Class OCRDocumentService


  • public class OCRDocumentService
    extends Object
    The TikaDocumentService extracts the textual information from document attachments. The CDI bean runs on the ProcessingEvent BEFORE_PROCESS. The service sends each new attached document to an instance of an Apache Tika Server to get the file content.

    The service expects a valid Rest API end-point defined by the Environment Parameter 'TIKA_SERVICE_ENDPONT'. If the TIKA_SERVICE_ENDPONT is not set, then the service will be skipped.

    The environment parameter 'TIKA_SERVICE_MODE' must be set to 'auto' to enable the service.

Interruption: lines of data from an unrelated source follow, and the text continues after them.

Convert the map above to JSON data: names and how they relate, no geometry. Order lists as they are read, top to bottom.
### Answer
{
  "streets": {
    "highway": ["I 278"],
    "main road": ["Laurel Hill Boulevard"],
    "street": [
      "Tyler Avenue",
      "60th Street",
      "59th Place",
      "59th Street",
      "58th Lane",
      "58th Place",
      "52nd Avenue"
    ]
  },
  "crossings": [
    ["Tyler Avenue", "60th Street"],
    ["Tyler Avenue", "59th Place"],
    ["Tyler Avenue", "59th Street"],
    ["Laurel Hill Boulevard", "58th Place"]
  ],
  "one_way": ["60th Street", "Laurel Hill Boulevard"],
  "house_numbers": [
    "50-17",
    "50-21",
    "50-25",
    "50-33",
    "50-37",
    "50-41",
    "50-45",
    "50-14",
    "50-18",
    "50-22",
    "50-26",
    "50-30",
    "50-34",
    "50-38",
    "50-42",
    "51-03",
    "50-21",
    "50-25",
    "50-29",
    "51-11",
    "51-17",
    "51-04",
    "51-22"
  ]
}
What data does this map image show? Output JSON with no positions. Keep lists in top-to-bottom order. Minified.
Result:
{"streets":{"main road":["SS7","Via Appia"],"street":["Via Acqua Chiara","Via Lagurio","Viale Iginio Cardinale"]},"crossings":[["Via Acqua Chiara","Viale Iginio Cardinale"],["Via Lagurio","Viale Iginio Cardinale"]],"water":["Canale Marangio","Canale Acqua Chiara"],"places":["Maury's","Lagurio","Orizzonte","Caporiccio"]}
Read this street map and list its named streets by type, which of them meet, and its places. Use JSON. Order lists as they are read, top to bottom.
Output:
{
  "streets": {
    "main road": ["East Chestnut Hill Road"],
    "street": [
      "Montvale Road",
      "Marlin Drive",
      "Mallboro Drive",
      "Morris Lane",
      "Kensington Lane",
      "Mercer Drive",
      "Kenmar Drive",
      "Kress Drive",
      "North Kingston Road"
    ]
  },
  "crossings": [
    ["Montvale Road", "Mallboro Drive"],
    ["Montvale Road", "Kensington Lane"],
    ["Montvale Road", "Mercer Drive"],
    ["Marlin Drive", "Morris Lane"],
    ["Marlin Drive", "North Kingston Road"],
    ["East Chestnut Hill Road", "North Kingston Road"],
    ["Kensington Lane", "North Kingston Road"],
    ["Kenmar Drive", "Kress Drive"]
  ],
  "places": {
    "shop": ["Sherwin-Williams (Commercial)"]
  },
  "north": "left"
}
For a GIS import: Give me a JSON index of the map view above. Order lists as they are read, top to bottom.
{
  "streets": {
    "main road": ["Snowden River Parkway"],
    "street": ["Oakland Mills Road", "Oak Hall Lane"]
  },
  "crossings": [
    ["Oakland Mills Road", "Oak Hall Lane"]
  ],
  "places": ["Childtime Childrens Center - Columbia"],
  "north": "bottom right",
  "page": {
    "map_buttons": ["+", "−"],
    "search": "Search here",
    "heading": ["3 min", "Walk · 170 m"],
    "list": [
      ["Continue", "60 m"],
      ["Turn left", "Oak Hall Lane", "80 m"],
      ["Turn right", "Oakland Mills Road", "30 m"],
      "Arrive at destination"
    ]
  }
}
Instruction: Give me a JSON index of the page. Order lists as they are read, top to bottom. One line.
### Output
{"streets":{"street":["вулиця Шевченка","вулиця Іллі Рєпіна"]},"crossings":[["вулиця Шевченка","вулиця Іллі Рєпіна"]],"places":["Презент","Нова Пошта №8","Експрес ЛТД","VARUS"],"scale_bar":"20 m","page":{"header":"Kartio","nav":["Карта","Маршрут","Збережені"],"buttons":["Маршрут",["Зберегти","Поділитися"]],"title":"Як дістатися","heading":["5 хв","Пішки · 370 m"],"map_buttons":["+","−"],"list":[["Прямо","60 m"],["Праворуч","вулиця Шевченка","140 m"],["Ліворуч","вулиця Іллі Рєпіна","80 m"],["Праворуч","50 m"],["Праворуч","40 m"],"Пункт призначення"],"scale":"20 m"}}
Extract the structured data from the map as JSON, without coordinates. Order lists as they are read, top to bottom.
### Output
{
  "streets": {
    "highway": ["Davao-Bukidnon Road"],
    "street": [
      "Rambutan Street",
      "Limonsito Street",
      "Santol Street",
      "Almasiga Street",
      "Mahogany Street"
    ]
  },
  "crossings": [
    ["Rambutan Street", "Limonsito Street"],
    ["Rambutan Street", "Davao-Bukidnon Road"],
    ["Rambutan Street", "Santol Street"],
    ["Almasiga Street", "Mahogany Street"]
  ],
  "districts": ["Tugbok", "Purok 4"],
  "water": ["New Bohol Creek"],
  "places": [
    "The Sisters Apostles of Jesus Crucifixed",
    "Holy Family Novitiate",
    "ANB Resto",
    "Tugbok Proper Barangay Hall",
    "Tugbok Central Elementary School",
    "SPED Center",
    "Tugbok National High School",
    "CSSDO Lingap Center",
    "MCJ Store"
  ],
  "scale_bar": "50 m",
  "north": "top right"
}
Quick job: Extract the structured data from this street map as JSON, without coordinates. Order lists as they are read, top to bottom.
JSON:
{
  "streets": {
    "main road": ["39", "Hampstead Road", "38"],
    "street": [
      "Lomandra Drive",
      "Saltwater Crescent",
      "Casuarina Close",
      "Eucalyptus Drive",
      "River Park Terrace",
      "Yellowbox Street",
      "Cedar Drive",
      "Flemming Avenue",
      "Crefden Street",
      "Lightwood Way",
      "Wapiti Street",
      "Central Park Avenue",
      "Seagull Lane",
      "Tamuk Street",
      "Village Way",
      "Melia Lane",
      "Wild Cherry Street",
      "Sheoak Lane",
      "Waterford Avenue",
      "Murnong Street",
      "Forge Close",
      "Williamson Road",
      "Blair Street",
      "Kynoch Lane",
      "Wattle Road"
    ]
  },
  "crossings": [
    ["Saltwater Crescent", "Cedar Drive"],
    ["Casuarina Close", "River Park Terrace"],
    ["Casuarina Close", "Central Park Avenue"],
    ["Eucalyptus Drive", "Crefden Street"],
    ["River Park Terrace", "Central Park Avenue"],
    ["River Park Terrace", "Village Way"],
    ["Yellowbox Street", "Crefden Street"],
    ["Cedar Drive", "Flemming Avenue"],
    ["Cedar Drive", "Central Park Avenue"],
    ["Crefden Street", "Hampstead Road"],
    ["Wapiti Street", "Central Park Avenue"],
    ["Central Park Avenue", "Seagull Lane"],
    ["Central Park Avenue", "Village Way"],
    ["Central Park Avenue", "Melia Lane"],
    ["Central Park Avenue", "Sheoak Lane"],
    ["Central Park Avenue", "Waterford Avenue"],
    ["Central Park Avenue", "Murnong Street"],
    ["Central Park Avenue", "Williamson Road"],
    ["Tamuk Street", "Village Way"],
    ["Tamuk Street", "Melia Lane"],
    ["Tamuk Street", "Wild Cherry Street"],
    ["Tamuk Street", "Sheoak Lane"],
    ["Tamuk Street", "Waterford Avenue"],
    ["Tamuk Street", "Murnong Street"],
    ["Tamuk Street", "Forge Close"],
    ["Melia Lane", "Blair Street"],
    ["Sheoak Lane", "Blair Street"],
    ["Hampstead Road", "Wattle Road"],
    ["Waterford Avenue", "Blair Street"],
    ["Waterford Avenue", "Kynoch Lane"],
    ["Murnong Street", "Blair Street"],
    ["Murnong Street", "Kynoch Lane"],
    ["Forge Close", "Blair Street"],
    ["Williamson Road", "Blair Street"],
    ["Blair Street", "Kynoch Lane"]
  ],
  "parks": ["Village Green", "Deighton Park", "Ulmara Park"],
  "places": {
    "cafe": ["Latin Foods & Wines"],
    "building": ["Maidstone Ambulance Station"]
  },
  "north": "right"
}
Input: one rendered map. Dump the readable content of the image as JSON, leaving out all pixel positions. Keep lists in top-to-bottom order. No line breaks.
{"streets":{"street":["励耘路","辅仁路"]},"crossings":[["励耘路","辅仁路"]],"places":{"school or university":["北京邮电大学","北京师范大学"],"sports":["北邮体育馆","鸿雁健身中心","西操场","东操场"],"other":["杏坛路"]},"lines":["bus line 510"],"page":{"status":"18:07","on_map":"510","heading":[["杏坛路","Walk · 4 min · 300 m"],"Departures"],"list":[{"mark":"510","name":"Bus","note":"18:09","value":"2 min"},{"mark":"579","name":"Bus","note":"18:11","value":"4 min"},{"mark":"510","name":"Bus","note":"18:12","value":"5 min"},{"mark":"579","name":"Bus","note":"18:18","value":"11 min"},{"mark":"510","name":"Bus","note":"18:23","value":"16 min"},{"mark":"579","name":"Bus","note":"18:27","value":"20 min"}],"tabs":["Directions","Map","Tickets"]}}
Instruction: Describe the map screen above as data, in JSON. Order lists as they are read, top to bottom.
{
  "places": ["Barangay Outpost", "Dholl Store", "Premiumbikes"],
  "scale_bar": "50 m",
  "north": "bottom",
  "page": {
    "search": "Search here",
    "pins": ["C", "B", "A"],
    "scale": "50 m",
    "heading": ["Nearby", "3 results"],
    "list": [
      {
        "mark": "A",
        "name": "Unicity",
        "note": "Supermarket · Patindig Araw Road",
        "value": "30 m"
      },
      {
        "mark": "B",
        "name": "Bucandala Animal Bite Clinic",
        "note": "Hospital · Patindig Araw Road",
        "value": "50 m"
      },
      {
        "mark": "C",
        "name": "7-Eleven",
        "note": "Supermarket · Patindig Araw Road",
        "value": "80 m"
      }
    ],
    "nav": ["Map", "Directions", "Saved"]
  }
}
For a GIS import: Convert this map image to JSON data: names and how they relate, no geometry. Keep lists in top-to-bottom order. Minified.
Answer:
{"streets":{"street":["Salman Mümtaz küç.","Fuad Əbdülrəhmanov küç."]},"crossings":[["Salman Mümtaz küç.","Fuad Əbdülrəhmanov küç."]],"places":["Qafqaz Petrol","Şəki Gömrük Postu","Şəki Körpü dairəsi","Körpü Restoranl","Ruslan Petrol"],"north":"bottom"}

    See also the project: https://github.com/imixs/imixs-docker/tree/master/tika

    Version:
    1.1
    Author:
    rsoika
    • Constructor Detail

      • OCRDocumentService

        public OCRDocumentService()
    • Method Detail

      • onBeforeProcess

        public void onBeforeProcess​(@Observes
                                    org.imixs.workflow.engine.ProcessingEvent processingEvent)
                             throws org.imixs.workflow.exceptions.PluginException
        React on the ProcessingEvent. This method sends the document content to the tika server and updates the DMS information.
        Throws:
        org.imixs.workflow.exceptions.PluginException